# Problem statement
Where does the string "nowrap" occur in the entries below? Copy every line where it does.

Stored data entries
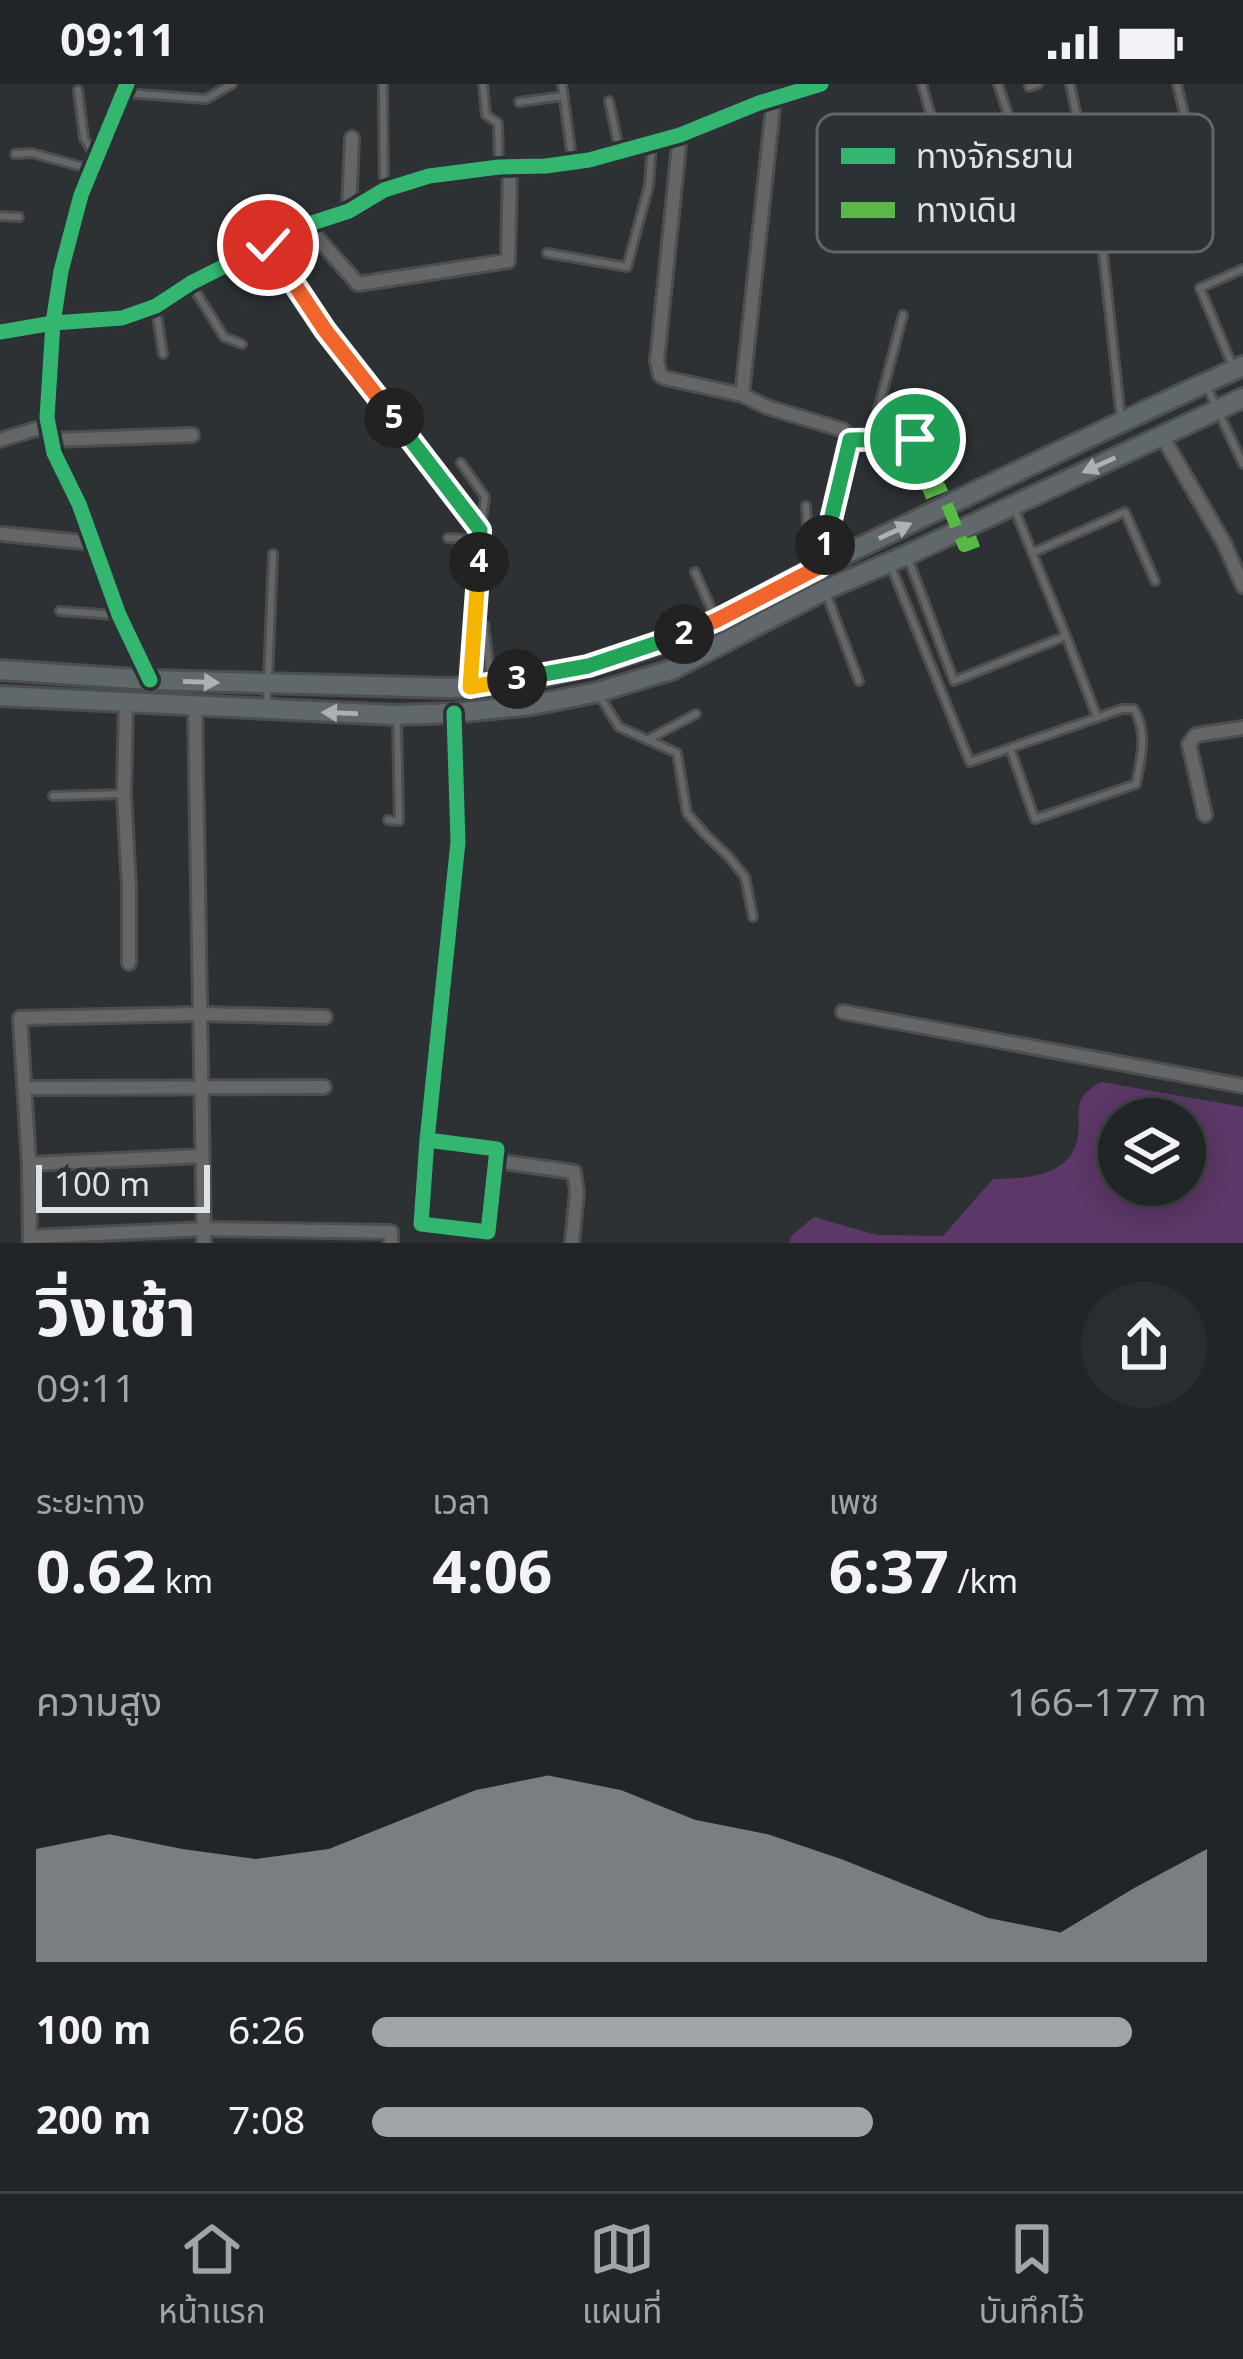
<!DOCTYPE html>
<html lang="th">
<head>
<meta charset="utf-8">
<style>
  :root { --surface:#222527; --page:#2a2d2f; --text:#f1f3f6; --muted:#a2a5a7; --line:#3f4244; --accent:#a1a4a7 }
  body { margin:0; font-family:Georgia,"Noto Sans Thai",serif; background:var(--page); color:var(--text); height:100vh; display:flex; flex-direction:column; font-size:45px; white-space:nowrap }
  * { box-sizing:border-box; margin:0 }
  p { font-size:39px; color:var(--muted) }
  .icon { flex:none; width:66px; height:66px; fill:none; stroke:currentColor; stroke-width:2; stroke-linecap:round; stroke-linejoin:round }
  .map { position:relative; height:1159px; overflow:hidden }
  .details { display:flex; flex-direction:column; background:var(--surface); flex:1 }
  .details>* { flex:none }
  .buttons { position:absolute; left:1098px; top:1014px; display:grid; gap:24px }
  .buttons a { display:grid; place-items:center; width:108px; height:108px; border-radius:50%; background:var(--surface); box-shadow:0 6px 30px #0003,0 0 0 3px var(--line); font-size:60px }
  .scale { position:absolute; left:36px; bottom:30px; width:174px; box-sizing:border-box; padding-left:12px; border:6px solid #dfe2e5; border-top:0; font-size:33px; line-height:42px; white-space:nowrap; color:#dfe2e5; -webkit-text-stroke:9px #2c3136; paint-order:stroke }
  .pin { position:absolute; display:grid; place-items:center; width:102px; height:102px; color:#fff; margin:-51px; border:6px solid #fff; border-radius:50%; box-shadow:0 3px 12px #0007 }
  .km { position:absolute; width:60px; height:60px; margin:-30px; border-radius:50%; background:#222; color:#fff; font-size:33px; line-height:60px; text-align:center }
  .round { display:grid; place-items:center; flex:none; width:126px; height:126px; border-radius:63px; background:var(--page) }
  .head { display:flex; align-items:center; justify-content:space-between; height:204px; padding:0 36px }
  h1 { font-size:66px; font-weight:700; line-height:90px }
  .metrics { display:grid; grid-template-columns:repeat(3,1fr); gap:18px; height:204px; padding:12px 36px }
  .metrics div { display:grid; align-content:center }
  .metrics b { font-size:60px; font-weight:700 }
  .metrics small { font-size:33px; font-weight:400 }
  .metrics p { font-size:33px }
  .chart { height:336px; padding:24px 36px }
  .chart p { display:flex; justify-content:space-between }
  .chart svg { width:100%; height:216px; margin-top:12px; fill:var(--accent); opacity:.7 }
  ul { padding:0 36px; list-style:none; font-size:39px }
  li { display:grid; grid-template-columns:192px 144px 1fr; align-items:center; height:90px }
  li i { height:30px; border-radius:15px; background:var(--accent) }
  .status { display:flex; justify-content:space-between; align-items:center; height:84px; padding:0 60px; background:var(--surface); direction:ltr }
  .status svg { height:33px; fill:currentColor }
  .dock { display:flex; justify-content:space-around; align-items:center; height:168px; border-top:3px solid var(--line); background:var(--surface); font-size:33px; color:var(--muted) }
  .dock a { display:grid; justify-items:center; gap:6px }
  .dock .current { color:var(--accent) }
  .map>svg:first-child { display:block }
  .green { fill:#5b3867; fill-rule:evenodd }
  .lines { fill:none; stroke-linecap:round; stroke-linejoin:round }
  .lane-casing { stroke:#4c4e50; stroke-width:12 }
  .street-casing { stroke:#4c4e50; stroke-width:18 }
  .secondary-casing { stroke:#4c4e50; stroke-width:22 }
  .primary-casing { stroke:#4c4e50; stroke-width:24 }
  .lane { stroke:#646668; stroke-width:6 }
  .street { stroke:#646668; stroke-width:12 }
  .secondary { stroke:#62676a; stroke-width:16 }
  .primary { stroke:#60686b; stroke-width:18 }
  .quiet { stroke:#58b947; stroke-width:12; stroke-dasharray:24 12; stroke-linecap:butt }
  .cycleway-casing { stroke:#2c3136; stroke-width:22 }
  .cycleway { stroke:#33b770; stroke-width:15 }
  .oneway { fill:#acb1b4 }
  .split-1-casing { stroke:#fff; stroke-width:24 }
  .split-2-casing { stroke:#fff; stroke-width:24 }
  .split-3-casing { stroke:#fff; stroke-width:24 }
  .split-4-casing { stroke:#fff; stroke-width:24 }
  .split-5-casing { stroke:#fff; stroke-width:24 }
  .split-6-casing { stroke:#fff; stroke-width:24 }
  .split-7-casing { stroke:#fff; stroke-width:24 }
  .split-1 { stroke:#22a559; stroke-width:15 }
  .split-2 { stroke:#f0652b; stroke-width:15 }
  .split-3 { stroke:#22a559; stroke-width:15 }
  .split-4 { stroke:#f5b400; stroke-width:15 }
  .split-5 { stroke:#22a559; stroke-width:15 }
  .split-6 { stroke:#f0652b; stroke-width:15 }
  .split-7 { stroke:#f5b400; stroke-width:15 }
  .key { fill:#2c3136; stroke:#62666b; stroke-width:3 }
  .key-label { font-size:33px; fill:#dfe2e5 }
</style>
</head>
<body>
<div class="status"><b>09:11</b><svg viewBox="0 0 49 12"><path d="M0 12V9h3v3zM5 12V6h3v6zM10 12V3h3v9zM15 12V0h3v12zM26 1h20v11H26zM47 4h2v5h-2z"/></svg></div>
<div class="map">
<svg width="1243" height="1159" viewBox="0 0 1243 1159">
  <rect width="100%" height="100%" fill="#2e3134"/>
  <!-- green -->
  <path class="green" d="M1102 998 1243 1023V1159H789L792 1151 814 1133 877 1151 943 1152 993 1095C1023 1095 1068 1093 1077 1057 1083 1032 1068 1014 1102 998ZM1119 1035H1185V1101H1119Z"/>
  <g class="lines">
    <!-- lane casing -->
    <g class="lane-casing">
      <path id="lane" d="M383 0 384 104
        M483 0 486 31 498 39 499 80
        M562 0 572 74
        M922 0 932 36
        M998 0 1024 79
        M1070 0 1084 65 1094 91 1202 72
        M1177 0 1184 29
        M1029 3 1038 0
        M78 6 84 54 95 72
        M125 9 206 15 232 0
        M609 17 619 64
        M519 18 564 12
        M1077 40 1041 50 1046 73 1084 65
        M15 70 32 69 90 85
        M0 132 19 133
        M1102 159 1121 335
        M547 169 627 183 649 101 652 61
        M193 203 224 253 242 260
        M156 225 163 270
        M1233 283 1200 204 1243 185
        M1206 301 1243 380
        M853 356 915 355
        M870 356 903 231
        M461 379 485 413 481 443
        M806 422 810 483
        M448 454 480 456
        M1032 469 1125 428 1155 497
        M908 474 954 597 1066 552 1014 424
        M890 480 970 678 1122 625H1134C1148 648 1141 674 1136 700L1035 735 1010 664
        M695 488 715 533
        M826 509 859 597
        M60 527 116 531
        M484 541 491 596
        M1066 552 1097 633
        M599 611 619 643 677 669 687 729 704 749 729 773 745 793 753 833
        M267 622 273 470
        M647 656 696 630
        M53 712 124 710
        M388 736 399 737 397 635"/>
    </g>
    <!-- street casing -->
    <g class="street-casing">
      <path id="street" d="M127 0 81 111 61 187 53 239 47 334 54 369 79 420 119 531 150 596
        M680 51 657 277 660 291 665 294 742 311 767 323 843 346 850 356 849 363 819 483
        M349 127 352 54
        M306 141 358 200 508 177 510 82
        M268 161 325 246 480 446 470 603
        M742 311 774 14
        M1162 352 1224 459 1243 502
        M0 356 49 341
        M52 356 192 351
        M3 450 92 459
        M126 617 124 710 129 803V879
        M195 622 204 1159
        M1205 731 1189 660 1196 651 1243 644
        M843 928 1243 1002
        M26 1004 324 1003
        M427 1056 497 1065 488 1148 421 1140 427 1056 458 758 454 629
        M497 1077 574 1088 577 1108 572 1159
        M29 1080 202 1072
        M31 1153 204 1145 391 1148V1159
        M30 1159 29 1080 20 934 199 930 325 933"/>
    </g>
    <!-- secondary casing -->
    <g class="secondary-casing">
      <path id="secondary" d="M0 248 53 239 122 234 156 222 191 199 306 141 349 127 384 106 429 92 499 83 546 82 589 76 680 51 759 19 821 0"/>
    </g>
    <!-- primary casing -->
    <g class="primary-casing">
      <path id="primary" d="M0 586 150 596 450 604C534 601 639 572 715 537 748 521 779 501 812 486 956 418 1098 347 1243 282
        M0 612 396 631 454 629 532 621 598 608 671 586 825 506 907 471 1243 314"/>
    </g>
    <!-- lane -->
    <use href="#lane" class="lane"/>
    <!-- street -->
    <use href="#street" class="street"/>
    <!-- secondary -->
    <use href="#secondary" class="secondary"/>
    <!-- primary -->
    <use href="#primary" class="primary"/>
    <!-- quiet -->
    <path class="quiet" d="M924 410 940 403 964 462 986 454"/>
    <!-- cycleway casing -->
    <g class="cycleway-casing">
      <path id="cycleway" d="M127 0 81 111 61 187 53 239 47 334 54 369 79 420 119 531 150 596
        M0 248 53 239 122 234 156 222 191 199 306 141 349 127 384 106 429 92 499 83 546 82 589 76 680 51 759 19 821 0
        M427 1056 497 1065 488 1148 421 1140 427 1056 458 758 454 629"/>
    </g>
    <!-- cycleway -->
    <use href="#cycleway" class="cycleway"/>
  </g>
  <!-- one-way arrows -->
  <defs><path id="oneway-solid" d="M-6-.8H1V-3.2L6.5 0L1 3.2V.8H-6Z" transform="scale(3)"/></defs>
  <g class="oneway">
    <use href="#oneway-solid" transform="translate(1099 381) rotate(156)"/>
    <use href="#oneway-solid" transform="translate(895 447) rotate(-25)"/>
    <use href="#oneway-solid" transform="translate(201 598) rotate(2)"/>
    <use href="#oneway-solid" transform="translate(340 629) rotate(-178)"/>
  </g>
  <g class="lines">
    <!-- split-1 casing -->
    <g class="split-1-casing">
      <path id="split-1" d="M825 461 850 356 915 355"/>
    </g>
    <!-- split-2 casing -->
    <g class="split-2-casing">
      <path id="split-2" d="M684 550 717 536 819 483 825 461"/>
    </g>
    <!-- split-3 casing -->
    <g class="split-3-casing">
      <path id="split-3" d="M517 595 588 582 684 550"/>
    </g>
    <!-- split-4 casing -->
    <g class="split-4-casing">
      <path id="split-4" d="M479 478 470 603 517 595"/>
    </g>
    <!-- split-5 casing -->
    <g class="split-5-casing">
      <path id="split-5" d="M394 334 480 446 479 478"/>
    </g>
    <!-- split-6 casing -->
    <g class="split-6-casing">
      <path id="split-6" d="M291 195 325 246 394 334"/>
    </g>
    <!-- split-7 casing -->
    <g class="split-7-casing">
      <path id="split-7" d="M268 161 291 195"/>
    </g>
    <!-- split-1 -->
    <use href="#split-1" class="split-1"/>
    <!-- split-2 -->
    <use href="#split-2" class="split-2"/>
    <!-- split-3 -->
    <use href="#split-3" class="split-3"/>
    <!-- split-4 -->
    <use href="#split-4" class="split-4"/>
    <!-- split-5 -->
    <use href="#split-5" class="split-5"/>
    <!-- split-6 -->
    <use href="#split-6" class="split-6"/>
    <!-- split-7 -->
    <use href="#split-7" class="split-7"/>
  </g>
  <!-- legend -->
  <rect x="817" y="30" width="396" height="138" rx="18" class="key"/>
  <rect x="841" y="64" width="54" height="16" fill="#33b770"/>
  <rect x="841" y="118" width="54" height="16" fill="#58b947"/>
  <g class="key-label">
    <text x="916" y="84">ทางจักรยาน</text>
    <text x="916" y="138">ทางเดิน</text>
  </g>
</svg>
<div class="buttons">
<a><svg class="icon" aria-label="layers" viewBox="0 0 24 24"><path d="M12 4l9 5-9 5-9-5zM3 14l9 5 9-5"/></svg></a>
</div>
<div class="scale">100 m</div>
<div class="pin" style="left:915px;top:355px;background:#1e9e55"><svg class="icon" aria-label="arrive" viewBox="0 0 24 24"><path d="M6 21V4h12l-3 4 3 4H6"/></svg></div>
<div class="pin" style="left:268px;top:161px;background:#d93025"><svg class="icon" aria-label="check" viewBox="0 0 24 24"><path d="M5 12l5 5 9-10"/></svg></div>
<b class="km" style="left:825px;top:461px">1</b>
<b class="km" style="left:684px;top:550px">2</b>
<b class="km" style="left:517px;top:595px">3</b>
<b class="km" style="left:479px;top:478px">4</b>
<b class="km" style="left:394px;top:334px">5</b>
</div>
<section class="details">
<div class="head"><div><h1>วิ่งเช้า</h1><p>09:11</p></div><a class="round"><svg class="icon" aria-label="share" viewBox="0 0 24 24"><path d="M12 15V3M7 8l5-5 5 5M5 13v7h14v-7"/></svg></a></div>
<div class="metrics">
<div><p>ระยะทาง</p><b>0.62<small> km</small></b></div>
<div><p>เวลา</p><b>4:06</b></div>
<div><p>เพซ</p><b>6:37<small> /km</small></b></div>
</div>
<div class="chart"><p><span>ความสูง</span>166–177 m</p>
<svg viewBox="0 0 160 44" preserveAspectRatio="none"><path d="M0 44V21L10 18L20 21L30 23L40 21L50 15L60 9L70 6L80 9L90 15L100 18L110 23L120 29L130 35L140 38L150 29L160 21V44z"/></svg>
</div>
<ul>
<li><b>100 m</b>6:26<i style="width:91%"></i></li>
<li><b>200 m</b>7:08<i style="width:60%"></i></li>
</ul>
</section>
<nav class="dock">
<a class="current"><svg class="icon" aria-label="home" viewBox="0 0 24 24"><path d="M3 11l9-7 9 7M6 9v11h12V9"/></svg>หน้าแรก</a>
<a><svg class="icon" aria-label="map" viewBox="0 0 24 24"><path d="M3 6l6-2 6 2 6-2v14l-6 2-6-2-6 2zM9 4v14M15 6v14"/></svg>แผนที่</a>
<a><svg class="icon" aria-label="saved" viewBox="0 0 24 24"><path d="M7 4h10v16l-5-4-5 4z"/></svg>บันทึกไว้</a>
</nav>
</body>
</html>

# Task output
  body { margin:0; font-family:Georgia,"Noto Sans Thai",serif; background:var(--page); color:var(--text); height:100vh; display:flex; flex-direction:column; font-size:45px; white-space:nowrap }
  .scale { position:absolute; left:36px; bottom:30px; width:174px; box-sizing:border-box; padding-left:12px; border:6px solid #dfe2e5; border-top:0; font-size:33px; line-height:42px; white-space:nowrap; color:#dfe2e5; -webkit-text-stroke:9px #2c3136; paint-order:stroke }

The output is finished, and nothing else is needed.